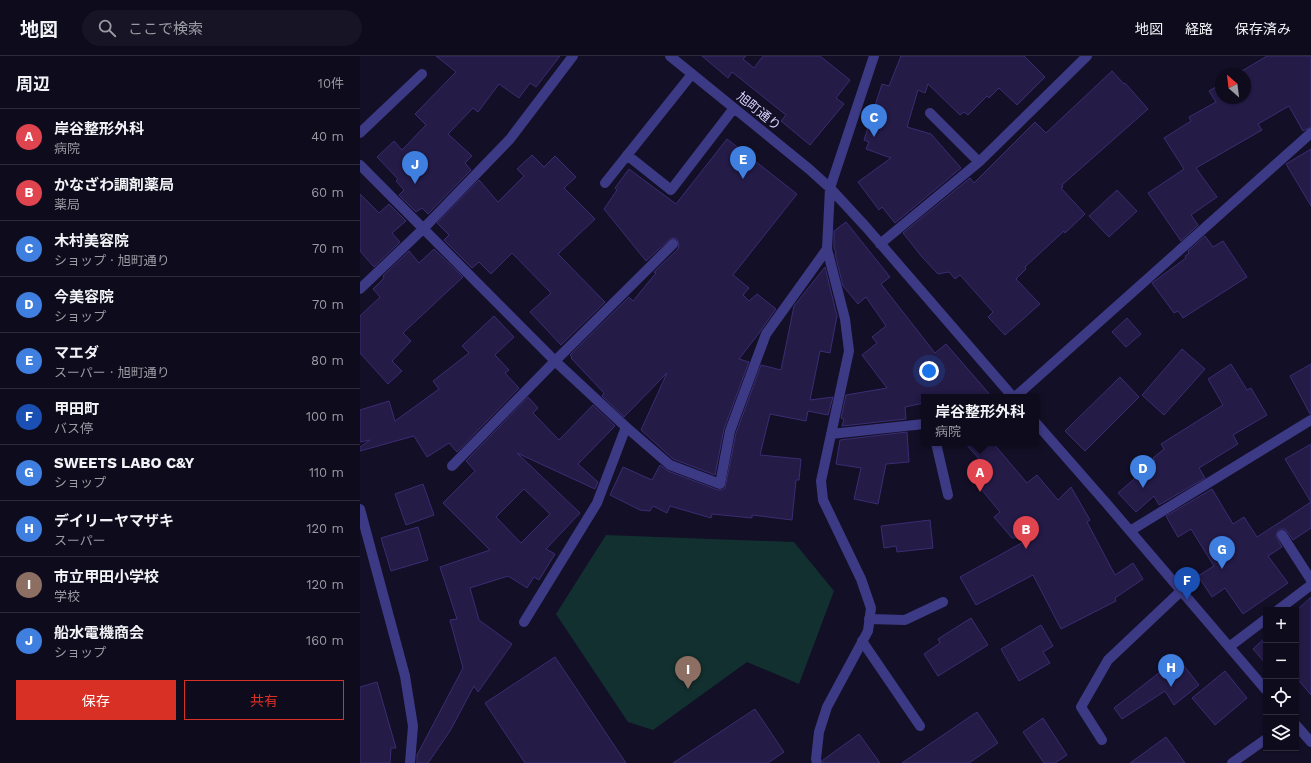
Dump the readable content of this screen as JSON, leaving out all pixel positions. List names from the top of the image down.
{
  "streets": {
    "street": ["旭町通り"]
  },
  "north": "top left",
  "page": {
    "header": "地図",
    "search": "ここで検索",
    "nav": ["地図", "経路", "保存済み"],
    "heading": ["周辺", "10件"],
    "pins": [
      "C",
      "E",
      "J",
      "D",
      "A",
      "B",
      "G",
      "F",
      "H",
      "I"
    ],
    "list": [
      {
        "mark": "A",
        "name": "岸谷整形外科",
        "note": "病院",
        "value": "40 m"
      },
      {
        "mark": "B",
        "name": "かなざわ調剤薬局",
        "note": "薬局",
        "value": "60 m"
      },
      {
        "mark": "C",
        "name": "木村美容院",
        "note": "ショップ · 旭町通り",
        "value": "70 m"
      },
      {
        "mark": "D",
        "name": "今美容院",
        "note": "ショップ",
        "value": "70 m"
      },
      {
        "mark": "E",
        "name": "マエダ",
        "note": "スーパー · 旭町通り",
        "value": "80 m"
      },
      {
        "mark": "F",
        "name": "甲田町",
        "note": "バス停",
        "value": "100 m"
      },
      {
        "mark": "G",
        "name": "SWEETS LABO C&Y",
        "note": "ショップ",
        "value": "110 m"
      },
      {
        "mark": "H",
        "name": "デイリーヤマザキ",
        "note": "スーパー",
        "value": "120 m"
      },
      {
        "mark": "I",
        "name": "市立甲田小学校",
        "note": "学校",
        "value": "120 m"
      },
      {
        "mark": "J",
        "name": "船水電機商会",
        "note": "ショップ",
        "value": "160 m"
      }
    ],
    "popup": ["岸谷整形外科", "病院"],
    "map_buttons": ["+", "−"],
    "buttons": ["保存", "共有"]
  }
}
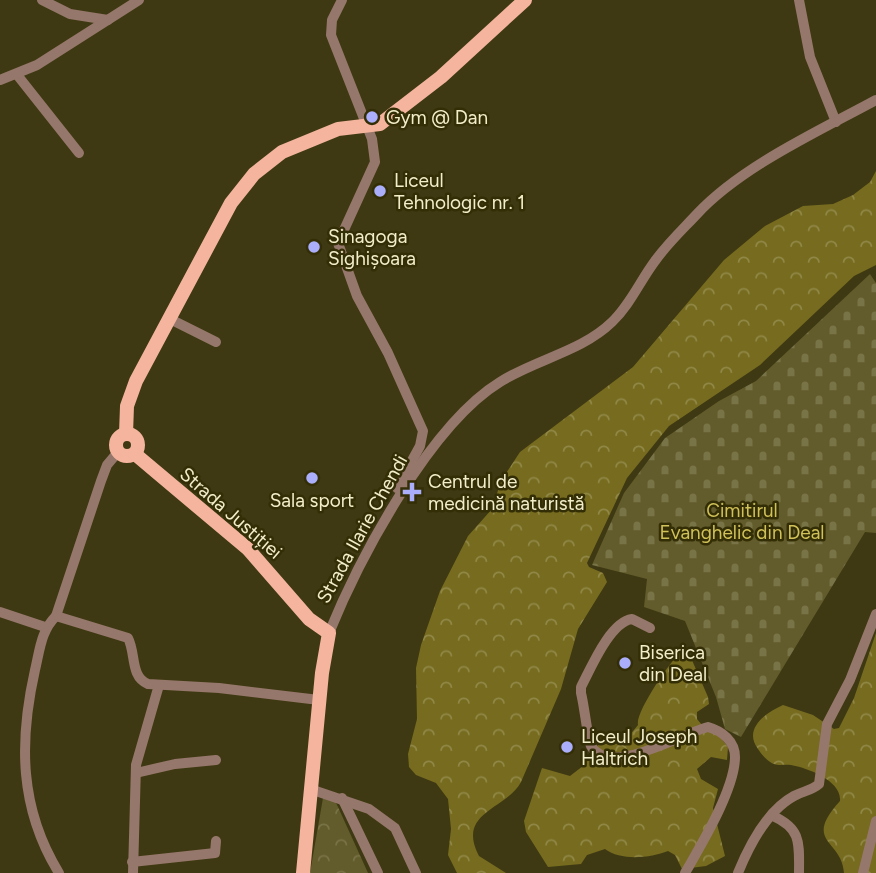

++++++++++++++++++++

**Your instructions**
Check each line of the records for the word "note", and show the lines that contain it.

**Problem solution**
        "note": "病院",
        "note": "薬局",
        "note": "ショップ · 旭町通り",
        "note": "ショップ",
        "note": "スーパー · 旭町通り",
        "note": "バス停",
        "note": "ショップ",
        "note": "スーパー",
        "note": "学校",
        "note": "ショップ",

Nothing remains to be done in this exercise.